The aim of this project is to do a deep analysis on a dataset in order to achieve a scope. In our case we have chosen the "Facebook Comment Volume" dataset, a set containing a lot of useful information regarding a Facebook post (like number of comments, number of shares, etc.).
The aim of our analysis is to answer at the following question: May the length of a post influence its reading and consequently also the number of comments and shares it will receive?
For answering to this problem, we walked through two different preliminary phases:
- Data Cleaning of the dataset,
- Exploratory analysis.
After these we performed two Machine Learning technics named Supervised Learning and Unsupervised Learning to predict which will be the shares for a post in the future.

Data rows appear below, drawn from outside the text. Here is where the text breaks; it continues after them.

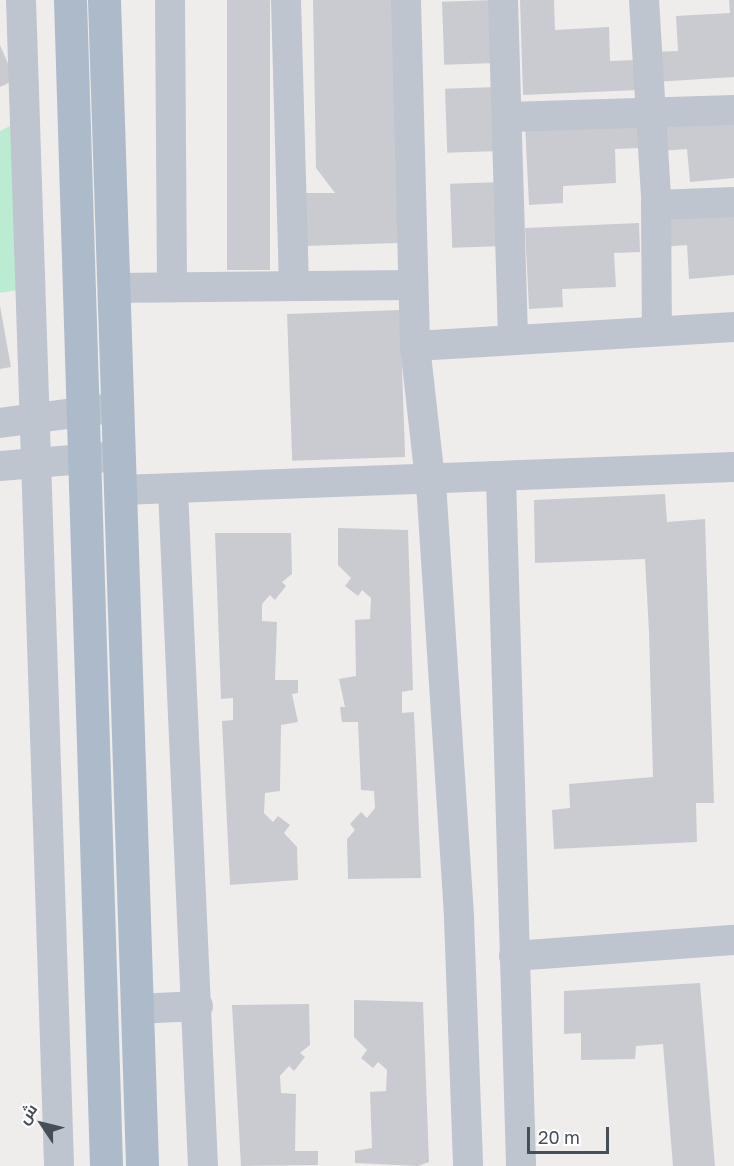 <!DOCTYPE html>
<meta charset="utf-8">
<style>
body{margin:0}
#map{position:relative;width:734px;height:1166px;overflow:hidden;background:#efecec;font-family:"Golos Text",Cairo,sans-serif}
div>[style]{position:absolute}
.green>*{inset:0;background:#bbebd1}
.building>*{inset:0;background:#cacbd1;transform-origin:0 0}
.minor>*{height:30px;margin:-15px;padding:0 15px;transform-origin:15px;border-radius:15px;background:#bec5ce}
.major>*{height:33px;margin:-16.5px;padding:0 16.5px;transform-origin:16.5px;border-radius:16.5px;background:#adbaca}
span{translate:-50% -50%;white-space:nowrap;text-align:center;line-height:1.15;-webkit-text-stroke:4.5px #fff;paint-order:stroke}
.north{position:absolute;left:12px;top:1094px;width:60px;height:60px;-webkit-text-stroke:4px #fff;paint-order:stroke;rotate:305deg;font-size:16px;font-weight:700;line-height:24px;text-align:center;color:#464e58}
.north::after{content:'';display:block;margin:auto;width:21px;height:27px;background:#464e58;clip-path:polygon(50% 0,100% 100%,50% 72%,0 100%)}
.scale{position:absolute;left:527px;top:1127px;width:82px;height:27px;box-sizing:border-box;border:3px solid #464e58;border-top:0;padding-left:8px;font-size:18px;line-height:21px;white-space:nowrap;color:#464e58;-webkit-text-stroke:4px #fff;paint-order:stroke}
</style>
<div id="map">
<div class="green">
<div style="clip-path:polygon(14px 124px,18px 290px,0 293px,0 131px)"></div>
</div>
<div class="building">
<div style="left:227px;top:0;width:43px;height:270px"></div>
<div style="clip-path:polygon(313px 0,393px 0,398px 243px,304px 246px,303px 193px,335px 193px,316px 168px)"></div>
<div style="left:494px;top:0;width:63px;height:52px;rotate:88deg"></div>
<div style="clip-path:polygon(520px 0,554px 0,555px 30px,609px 27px,610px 61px,636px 60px,638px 90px,523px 95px)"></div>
<div style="clip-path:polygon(729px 0,734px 0,734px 77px,654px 82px,652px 52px,678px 51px,676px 16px,730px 13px)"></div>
<div style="clip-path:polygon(0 45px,15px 80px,0 87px)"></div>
<div style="left:497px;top:87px;width:64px;height:52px;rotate:88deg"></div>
<div style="clip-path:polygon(734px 115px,734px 178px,690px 182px,687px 149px,661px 151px,659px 121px)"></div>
<div style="clip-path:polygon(639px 119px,641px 148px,615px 149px,616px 183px,563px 186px,563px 203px,529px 205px,525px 124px)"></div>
<div style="left:502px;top:182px;width:64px;height:52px;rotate:88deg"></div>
<div style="clip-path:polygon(734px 211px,734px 275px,689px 279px,687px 245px,661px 247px,658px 218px)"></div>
<div style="clip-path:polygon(639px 223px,640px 252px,614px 253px,616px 287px,562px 289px,563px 307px,529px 309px,525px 228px)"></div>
<div style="clip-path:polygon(0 306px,11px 367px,0 369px)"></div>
<div style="left:400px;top:310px;width:147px;height:113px;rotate:88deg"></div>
<div style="clip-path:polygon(665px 494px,667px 522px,705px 519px,714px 803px,696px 803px,697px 842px,554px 849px,552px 810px,570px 808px,569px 784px,653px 777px,649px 632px,645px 559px,535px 563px,534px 500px)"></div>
<div style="clip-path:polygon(338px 528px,408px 530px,413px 690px,402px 692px,402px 713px,414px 712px,421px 878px,348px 879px,347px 839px,355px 830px,350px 824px,361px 812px,367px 818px,375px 808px,374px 791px,361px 790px,358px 722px,342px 722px,340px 707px,345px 707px,339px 679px,356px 676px,355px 620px,370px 619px,371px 598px,362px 590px,358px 596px,345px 586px,351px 578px,338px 565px)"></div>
<div style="clip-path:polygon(215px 533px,291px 533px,292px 574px,282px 582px,286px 586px,275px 600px,270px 595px,262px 604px,262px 621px,277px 622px,275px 680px,298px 680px,298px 693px,292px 694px,298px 722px,281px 725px,280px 791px,265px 793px,264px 813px,273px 822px,278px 816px,290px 825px,284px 833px,297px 847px,298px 880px,230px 885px,222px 721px,233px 720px,233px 698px,221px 699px)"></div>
<div style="clip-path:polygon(700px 983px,715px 1166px,673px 1166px,663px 1044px,636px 1046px,635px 1059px,581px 1060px,581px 1033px,564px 1034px,564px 991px)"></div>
<div style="clip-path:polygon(354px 1000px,423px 1002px,429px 1162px,418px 1166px,355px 1163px,355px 1151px,372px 1148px,370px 1092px,386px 1091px,387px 1070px,378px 1062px,373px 1068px,361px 1058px,367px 1050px,354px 1037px)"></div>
<div style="clip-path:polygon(309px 1004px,310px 1045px,300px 1053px,305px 1057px,294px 1071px,289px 1066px,280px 1076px,281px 1093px,296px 1094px,295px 1151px,318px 1151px,318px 1165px,241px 1166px,232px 1005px)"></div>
</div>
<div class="minor">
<div style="left:21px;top:0;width:1167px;rotate:88.13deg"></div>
<div style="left:170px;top:0;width:287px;rotate:89.6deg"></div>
<div style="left:286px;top:0;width:286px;rotate:88.4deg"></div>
<div style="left:406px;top:0;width:346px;rotate:88.5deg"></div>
<div style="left:415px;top:346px;width:320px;rotate:-3.4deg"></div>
<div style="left:503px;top:0;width:337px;rotate:88.3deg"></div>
<div style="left:644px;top:0;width:199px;rotate:86.5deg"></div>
<div style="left:656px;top:199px;width:132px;rotate:89.6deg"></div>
<div style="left:509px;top:117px;width:225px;rotate:-1.8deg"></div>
<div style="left:656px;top:205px;width:78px;rotate:-2.2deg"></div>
<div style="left:114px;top:288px;width:298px;rotate:-0.6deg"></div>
<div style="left:415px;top:346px;width:153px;rotate:83.6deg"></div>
<div style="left:432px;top:498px;width:421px;rotate:86.3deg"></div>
<div style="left:459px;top:918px;width:248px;rotate:87.9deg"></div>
<div style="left:0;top:423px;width:119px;rotate:-7.7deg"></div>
<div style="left:0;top:466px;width:119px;rotate:-4.8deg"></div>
<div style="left:501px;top:478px;width:688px;rotate:88.33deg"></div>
<div style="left:121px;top:490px;width:613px;rotate:-2.15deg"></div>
<div style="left:173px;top:490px;width:677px;rotate:87.46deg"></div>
<div style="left:514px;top:956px;width:221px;rotate:-4.2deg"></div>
<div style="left:137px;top:1009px;width:61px;rotate:-2.8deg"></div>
</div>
<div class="major">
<div style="left:70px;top:0;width:1167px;rotate:88.23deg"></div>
<div style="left:104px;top:0;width:1167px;rotate:88.13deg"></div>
</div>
<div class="north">ش</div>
<div class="scale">20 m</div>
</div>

First of all, we considered a significant number of datasets, each of which very interesting as in terms of topics covered as for their attribute’s configuration. We gradually discarded some of them, keeping all sets that at the same time had a better structure and aroused our interest.
In the end we opted for "Facebook Comment Volume".
The most important reason we have chosen the Facebook dataset was the argument factor; we were looking for a set in which we could apply all concepts learned during the course, but at the same time the dataset had to capture our attention and it had to be stimulant for subsequent studies and analysis. A second criterion was dimension; we were aiming for a sufficiently large dataset, both regarding entries and attributes. In fact, working with a large number of information, we are able to produce more consistent results for a large number of studies, like explorative analysis, supervised learning and unsupervised learning. A third parameter for the choice was the structure; the dataset on which we desired to apply our work had to contain significant values, namely attributes able to adequately describe the application reality of interest.